Task inputs -
#####

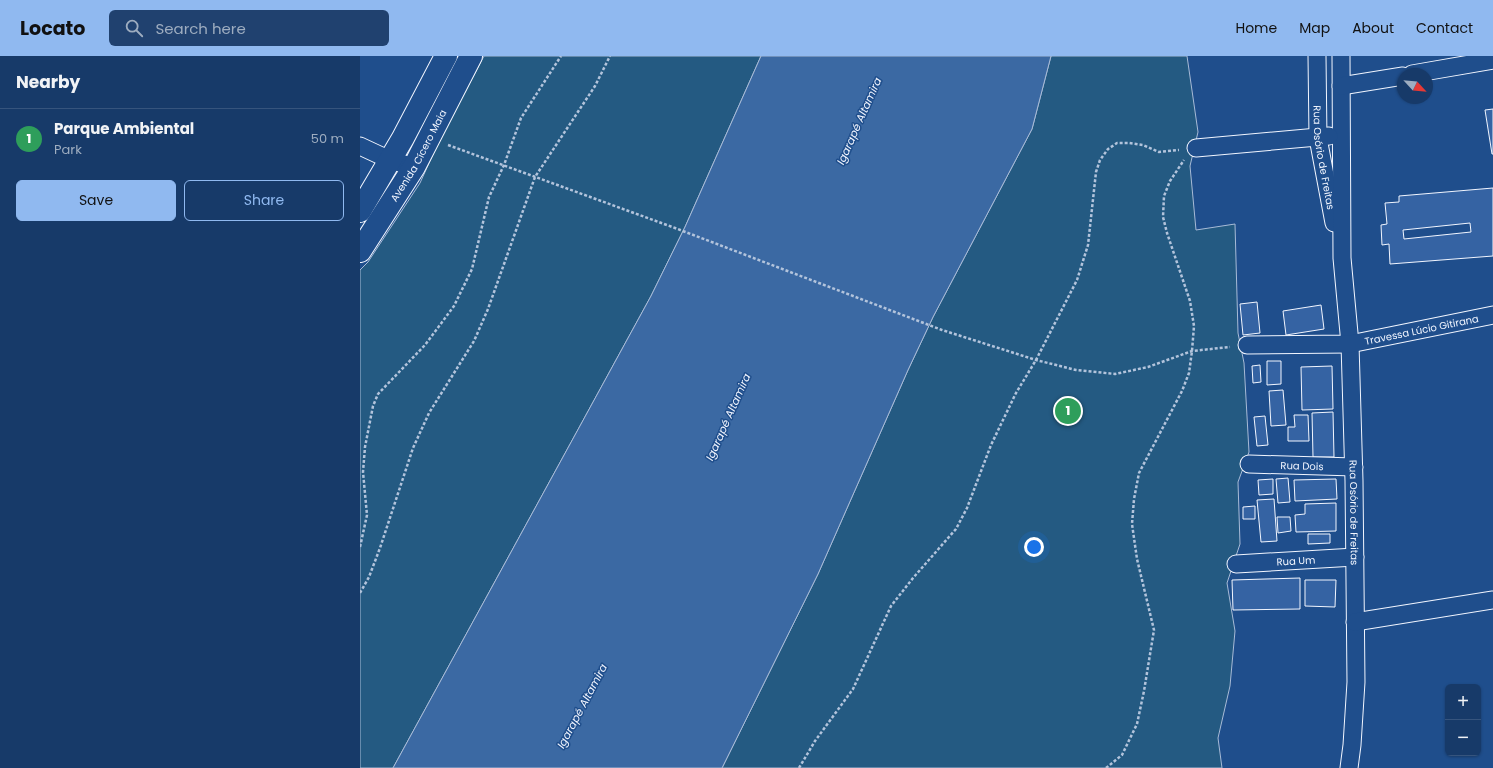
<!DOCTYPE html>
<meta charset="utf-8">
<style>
:root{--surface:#173a69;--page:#20416f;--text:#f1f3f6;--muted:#9eadc0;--line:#36547d;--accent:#90b9f0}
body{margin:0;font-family:Poppins,sans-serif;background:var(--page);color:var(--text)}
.controls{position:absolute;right:12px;bottom:12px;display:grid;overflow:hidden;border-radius:6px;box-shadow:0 1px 3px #0004}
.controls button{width:36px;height:36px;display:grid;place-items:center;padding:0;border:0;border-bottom:1px solid var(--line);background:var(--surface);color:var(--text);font:20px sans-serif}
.compass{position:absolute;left:1037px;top:12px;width:36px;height:36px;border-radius:50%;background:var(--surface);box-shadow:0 1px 3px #0004;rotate:116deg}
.you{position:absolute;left:674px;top:491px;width:14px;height:14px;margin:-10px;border:3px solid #fff;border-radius:50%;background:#1a73e8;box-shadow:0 0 0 6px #1a73e833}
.badge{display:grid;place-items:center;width:26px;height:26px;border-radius:50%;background:var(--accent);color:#fff;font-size:13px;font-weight:700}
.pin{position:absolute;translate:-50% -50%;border:2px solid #fff;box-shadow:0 1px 4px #0006}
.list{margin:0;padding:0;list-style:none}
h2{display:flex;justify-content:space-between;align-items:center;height:52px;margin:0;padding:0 16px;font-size:17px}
h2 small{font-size:13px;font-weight:400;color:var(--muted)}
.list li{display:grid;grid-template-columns:26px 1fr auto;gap:12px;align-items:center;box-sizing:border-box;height:60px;padding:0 16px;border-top:1px solid var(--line)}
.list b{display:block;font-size:15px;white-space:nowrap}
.list p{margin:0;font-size:13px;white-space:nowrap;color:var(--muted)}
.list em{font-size:13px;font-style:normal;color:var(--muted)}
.actions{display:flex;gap:8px;padding:12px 16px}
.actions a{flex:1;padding:9px 0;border:1px solid var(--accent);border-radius:6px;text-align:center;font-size:14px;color:var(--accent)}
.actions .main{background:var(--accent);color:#111}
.icon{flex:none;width:22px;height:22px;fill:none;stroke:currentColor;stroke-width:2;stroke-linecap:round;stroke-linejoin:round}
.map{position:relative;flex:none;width:1133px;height:712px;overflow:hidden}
header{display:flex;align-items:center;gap:24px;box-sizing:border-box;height:56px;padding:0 20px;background:var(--accent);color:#111}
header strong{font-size:19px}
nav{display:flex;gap:22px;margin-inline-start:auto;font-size:14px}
.search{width:280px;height:36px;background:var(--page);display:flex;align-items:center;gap:10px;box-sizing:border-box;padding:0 14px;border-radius:6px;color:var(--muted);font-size:15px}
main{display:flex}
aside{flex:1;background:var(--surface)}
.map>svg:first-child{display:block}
.green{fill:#245a82;stroke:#a8bbd7}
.water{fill:#3b69a3;stroke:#a8bbd7}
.building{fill:#3563a3;stroke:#f2f6ff;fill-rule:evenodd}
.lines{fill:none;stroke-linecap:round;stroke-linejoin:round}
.street-casing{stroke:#f2f6ff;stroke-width:19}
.secondary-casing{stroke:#f2f6ff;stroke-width:24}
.path{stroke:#b3c4dc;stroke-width:2.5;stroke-dasharray:3 2;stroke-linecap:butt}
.street{stroke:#1f4e8c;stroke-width:17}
.secondary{stroke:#1f4e8c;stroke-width:22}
.labels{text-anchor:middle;stroke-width:3;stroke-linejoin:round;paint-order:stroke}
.street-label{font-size:10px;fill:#f2f6ff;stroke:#1f4e8c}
.water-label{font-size:11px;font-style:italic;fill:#f2f6ff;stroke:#1f4e8c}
</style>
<header>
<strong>Locato</strong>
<div class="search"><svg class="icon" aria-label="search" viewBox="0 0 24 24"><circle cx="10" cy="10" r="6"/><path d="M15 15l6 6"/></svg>Search here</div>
<nav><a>Home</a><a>Map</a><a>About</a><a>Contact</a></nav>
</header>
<main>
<aside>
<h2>Nearby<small></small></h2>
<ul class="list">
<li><span class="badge" style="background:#2e9e5b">1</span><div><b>Parque Ambiental</b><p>Park</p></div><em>50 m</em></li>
</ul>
<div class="actions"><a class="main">Save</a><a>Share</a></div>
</aside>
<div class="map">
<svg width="1133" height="712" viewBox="0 0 1133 712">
<rect width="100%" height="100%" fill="#1f4e8c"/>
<g class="green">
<polygon points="124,0 401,0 325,171 291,240 33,712 0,712 0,214 8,206 60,127 79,85"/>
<polygon points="691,0 827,0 838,76 830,110 836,174 875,168 878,277 884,307 889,396 878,426 880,488 867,527 875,575 870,630 858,682 862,712 362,712 458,518 548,314 573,261 672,73"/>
</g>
<polygon class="water" points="401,0 691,0 672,73 573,261 548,314 458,518 362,712 33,712 291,240 325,171"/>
<g class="building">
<polygon points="1133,53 1133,98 1132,98 1125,54"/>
<path d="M1133,132V200L1030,208L1029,188L1022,189L1021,169L1027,168L1025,147L1039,146V140ZM1110,167L1111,176L1044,183L1043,174Z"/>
<polygon points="897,246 900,277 883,279 880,248"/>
<polygon points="961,249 964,273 926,279 923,255"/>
<polygon points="907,305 921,305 921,328 907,329"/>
<polygon points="900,309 901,326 893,327 892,310"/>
<polygon points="972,310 973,353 942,354 941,311"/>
<polygon points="923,334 926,369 911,370 909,335"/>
<polygon points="973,356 974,401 953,401 952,357"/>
<polygon points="934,359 948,359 949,385 928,385 928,371 935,371"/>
<polygon points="905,360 908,389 897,390 894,361"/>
<polygon points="928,422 930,446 918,447 916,423"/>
<polygon points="913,423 913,438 899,439 898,424"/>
<polygon points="976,423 977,443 935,445 934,424"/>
<polygon points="914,443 917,485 901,486 897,444"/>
<polygon points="976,447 976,475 936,476 935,459 945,458 945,448"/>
<polygon points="895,450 895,463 883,463 883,451"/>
<polygon points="917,461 930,461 931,475 918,477"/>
<polygon points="948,478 970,478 970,487 948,488"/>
<polygon points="940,522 940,553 873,554 872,524"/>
<polygon points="945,524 976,524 975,551 945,550"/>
</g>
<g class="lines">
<defs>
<g id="street">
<path id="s1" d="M957,0L958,82L974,167"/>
<path id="s2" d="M981,0L982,202L990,288L994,425L996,626L992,689L989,712"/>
<polyline points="1052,18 1133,4"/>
<polyline points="981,30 1043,20"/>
<polyline points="0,90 30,104 54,111"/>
<polyline points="836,92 969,80"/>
<path id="s3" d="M887,289L990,288L1133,259"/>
<path id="s4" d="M889,408L994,411"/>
<path id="s5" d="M876,508L995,501"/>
<polyline points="995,566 1133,544"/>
</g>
<g id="secondary">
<polyline points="0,155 43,82 86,0"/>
<path id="s6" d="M0,195L54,111L111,0"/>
</g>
</defs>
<use href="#street" class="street-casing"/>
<use href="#secondary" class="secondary-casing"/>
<g class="path">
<polyline points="88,89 315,172 582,274 676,304 716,314 755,318 788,311 832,295 870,291"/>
<polyline points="0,491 7,459 3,416 5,391 13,350 18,338 65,289 94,250 112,213 129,141 144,109 161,62 201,0"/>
<polyline points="0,537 9,521 20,492 53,392 69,357 114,285 128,253 175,121 235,30 250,0"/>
<polyline points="439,712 455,685 493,633 531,550 553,522 596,473 607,452 631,389 656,337 676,304 717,224 728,189 736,116 740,104 748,93 757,87 769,87 783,89 799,96 819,94"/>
<polyline points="746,712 762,699 777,668 784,635 794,574 777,503 772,468 774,443 779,417 822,335 829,317 832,295 834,270 830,245 807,177 803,161 804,140 810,125 824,104"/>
</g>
<use href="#street" class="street"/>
<use href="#secondary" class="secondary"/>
</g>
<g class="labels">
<g class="street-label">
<text dy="4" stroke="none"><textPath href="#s6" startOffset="112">Avenida Cícero Maia</textPath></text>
<text dy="4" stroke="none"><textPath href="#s1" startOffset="102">Rua Osório de Freitas</textPath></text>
<text dy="4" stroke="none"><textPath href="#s3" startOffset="176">Travessa Lúcio Gitirana</textPath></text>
<text dy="4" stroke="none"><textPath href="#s4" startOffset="53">Rua Dois</textPath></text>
<text dy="4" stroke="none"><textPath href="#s2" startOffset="457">Rua Osório de Freitas</textPath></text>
<text dy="4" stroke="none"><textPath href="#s5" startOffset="60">Rua Um</textPath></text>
</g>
<g class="water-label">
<text transform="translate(499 65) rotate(-66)" y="4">Igarapé Altamira</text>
<text transform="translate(368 361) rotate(-66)" y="4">Igarapé Altamira</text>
<text transform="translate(222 650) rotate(-62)" y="4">Igarapé Altamira</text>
</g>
</g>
</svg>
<div class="controls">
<button>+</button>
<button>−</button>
</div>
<svg class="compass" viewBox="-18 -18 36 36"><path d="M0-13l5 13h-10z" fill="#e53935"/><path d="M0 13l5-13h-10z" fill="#9eadc0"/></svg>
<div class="you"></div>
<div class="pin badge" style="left:708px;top:355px;background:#2e9e5b">1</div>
</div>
</main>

#####

Task statement - Tell how many lines in the entries contain the string "controls", and give nothing beyond the number.

Result - 3